▸ **What the task asks**:
Only the lines from the start of the entries up to and including the line with "position:absolute; right:21px; bottom:21px;" should be written out, exactly as they stand.

▸ **Information given**:
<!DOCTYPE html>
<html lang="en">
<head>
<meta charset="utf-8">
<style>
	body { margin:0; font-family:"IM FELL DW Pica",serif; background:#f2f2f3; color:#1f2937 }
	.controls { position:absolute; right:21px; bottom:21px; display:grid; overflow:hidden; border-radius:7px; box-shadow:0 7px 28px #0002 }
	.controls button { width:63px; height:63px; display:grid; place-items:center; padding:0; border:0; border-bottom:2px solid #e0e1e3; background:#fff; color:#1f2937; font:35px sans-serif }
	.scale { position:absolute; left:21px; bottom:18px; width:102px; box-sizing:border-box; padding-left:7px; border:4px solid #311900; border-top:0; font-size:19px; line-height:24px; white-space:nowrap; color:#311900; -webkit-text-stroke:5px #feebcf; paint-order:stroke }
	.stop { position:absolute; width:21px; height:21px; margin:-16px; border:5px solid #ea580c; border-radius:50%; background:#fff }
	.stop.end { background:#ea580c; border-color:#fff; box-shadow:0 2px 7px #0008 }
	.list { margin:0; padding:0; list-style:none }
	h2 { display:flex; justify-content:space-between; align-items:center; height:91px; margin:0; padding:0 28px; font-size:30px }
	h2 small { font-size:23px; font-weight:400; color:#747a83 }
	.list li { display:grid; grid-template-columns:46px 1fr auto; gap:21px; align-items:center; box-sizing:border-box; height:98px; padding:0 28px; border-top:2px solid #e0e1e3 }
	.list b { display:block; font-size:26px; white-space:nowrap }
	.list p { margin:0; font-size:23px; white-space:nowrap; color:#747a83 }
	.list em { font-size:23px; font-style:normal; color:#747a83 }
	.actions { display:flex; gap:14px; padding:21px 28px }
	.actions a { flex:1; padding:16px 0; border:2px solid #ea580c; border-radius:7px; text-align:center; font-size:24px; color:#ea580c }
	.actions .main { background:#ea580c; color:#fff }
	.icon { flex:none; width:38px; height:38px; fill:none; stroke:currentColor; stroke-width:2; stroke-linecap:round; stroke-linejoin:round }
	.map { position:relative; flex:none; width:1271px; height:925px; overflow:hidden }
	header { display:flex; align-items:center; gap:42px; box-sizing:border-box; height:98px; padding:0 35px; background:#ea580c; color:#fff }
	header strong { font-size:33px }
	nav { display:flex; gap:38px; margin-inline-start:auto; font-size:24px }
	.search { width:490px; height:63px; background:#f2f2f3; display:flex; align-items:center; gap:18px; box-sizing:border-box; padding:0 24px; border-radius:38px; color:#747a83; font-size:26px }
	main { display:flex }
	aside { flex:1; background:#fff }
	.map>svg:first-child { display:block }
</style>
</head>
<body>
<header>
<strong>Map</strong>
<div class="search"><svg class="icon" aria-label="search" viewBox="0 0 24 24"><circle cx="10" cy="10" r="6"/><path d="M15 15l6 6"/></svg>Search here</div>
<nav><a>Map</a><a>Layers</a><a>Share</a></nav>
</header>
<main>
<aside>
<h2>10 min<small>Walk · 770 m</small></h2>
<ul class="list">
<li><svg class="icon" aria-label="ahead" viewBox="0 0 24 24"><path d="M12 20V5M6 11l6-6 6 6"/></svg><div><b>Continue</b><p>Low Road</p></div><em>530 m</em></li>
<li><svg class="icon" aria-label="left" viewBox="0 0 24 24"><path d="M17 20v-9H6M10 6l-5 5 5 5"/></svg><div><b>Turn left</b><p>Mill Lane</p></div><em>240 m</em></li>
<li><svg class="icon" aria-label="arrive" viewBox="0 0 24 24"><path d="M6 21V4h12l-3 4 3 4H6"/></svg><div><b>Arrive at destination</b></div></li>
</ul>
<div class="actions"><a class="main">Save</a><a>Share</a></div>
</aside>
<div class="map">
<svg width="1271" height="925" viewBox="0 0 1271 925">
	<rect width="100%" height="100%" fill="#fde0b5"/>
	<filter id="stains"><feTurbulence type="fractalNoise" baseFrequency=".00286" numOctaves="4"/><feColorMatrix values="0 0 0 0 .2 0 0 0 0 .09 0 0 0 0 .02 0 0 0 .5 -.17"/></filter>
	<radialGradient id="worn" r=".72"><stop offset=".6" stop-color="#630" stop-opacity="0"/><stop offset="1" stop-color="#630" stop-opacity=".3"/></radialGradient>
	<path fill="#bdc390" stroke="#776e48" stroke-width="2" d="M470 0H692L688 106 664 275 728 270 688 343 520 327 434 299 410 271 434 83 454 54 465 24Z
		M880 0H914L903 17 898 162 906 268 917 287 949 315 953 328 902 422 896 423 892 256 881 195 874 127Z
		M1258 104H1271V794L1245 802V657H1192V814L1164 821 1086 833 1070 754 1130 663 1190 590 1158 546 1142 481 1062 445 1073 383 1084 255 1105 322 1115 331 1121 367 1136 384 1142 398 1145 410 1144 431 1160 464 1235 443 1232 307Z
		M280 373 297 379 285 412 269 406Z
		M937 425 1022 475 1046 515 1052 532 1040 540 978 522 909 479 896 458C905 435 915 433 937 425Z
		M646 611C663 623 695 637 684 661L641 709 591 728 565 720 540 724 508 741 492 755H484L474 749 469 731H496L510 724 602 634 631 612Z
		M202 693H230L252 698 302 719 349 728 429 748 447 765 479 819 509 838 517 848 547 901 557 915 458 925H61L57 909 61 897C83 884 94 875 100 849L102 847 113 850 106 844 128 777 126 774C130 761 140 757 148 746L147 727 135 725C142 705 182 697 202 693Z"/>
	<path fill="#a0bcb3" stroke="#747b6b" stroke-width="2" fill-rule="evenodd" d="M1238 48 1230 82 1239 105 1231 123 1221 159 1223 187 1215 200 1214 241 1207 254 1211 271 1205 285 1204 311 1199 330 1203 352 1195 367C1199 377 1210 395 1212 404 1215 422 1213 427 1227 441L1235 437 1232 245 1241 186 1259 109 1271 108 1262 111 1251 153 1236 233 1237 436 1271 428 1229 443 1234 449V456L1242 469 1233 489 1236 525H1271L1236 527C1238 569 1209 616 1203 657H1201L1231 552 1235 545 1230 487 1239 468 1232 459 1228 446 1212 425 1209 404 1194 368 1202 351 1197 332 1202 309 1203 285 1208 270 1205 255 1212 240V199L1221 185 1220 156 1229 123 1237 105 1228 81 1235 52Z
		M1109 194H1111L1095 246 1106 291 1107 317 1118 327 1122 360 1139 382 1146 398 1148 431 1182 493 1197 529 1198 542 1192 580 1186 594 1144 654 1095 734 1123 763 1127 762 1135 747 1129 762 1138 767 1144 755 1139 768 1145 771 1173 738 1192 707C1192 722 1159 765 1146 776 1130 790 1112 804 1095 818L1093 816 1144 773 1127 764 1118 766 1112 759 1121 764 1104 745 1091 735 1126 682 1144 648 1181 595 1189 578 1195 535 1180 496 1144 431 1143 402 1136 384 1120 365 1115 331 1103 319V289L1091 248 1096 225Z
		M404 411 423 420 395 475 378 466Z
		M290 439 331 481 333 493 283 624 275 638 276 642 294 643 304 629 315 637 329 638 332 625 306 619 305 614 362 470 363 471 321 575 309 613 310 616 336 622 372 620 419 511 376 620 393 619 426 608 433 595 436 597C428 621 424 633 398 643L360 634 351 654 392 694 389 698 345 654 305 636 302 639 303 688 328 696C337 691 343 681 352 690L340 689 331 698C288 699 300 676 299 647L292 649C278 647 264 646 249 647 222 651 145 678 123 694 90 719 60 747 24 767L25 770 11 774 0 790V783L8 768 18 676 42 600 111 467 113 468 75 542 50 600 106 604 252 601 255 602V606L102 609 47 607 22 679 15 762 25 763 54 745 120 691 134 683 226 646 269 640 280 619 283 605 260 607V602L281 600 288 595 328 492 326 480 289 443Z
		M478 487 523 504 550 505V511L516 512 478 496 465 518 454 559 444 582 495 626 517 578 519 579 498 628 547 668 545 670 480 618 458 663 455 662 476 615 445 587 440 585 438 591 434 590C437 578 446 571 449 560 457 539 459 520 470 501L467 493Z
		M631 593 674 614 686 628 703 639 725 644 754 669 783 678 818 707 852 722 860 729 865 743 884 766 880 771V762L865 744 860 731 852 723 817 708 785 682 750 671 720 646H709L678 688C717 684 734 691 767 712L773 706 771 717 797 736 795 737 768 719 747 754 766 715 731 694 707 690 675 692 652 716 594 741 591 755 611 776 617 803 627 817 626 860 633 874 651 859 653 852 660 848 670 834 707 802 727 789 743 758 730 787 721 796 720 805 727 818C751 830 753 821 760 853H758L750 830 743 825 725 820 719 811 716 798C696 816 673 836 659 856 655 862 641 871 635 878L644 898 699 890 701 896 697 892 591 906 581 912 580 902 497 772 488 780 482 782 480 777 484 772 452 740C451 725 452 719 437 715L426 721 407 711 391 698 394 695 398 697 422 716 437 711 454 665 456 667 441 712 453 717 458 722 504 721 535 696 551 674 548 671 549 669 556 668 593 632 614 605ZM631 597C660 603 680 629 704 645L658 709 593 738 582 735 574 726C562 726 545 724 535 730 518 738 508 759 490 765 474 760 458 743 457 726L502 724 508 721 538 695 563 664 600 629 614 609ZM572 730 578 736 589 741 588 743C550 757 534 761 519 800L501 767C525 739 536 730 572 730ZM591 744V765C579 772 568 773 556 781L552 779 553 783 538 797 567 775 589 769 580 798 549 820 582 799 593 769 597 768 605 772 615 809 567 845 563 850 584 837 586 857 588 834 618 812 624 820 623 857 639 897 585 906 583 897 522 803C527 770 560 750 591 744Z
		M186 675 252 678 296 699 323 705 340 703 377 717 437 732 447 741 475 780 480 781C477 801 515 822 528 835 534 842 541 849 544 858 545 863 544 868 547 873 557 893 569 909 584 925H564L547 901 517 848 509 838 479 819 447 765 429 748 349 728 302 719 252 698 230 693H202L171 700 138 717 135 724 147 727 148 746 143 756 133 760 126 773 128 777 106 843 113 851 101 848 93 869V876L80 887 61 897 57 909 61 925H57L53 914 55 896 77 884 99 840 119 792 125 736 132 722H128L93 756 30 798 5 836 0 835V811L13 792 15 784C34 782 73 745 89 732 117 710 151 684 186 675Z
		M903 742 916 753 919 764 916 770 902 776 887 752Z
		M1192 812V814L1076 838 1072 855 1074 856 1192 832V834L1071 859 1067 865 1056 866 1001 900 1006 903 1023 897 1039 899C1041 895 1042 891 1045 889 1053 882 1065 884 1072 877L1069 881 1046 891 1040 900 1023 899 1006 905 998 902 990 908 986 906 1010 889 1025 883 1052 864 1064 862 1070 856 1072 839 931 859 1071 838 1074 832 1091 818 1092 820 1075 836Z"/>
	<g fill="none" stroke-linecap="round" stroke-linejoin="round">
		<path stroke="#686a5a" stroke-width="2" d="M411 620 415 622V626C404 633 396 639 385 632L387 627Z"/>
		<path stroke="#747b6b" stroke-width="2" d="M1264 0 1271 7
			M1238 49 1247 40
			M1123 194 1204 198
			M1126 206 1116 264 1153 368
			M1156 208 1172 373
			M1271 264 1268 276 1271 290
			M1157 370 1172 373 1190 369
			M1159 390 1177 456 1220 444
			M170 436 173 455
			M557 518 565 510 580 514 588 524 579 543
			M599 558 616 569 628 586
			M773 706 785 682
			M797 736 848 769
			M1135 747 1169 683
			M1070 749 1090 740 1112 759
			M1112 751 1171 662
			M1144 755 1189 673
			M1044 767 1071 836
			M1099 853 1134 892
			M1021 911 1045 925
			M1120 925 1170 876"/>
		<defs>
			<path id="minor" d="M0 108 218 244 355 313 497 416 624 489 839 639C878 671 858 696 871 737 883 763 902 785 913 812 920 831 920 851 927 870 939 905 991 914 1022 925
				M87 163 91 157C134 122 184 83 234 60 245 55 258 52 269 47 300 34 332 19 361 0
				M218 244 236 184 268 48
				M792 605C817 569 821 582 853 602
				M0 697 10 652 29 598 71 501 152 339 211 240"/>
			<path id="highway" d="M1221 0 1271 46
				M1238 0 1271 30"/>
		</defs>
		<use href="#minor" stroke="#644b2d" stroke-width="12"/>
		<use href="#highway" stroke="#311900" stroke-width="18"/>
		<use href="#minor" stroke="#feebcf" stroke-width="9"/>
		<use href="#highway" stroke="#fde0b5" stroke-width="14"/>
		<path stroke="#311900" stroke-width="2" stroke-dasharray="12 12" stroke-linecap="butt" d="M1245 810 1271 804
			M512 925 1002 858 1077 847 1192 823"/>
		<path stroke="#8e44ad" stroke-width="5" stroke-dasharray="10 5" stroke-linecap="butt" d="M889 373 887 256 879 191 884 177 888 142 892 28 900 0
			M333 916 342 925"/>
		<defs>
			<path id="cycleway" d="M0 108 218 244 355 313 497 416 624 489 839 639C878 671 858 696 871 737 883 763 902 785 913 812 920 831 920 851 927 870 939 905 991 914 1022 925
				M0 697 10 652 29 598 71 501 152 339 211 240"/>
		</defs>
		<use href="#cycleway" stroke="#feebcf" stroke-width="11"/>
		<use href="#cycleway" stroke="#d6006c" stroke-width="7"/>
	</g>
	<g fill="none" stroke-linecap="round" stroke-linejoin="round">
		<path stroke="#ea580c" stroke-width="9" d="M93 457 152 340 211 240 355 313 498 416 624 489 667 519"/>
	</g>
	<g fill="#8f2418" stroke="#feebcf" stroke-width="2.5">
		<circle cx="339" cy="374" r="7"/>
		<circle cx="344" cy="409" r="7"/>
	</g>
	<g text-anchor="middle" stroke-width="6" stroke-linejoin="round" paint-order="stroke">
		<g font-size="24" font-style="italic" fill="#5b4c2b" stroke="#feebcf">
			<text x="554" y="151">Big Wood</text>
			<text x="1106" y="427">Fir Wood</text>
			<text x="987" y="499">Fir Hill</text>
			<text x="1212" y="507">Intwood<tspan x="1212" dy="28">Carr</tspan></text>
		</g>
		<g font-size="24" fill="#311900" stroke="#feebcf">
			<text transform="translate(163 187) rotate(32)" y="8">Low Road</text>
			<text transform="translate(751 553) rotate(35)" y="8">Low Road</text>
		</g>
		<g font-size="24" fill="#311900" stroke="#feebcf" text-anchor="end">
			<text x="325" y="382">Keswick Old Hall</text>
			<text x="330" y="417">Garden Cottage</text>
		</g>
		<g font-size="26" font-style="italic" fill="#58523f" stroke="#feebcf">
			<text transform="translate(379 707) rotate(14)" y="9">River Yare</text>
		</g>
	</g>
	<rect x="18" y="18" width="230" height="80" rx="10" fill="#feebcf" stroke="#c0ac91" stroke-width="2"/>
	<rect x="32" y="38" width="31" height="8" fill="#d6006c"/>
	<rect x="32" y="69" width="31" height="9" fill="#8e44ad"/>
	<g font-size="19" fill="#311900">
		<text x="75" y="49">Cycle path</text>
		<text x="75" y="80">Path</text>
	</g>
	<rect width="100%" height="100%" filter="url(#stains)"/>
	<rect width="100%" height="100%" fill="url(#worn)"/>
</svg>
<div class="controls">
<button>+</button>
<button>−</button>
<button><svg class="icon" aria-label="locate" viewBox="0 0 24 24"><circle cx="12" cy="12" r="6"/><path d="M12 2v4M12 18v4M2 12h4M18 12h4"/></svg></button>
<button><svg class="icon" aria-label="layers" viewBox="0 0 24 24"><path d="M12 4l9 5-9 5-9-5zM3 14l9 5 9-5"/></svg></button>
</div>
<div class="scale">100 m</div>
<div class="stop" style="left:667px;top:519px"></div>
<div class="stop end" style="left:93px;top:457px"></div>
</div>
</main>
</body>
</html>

▸ **Response for this exercise**:
<!DOCTYPE html>
<html lang="en">
<head>
<meta charset="utf-8">
<style>
	body { margin:0; font-family:"IM FELL DW Pica",serif; background:#f2f2f3; color:#1f2937 }
	.controls { position:absolute; right:21px; bottom:21px; display:grid; overflow:hidden; border-radius:7px; box-shadow:0 7px 28px #0002 }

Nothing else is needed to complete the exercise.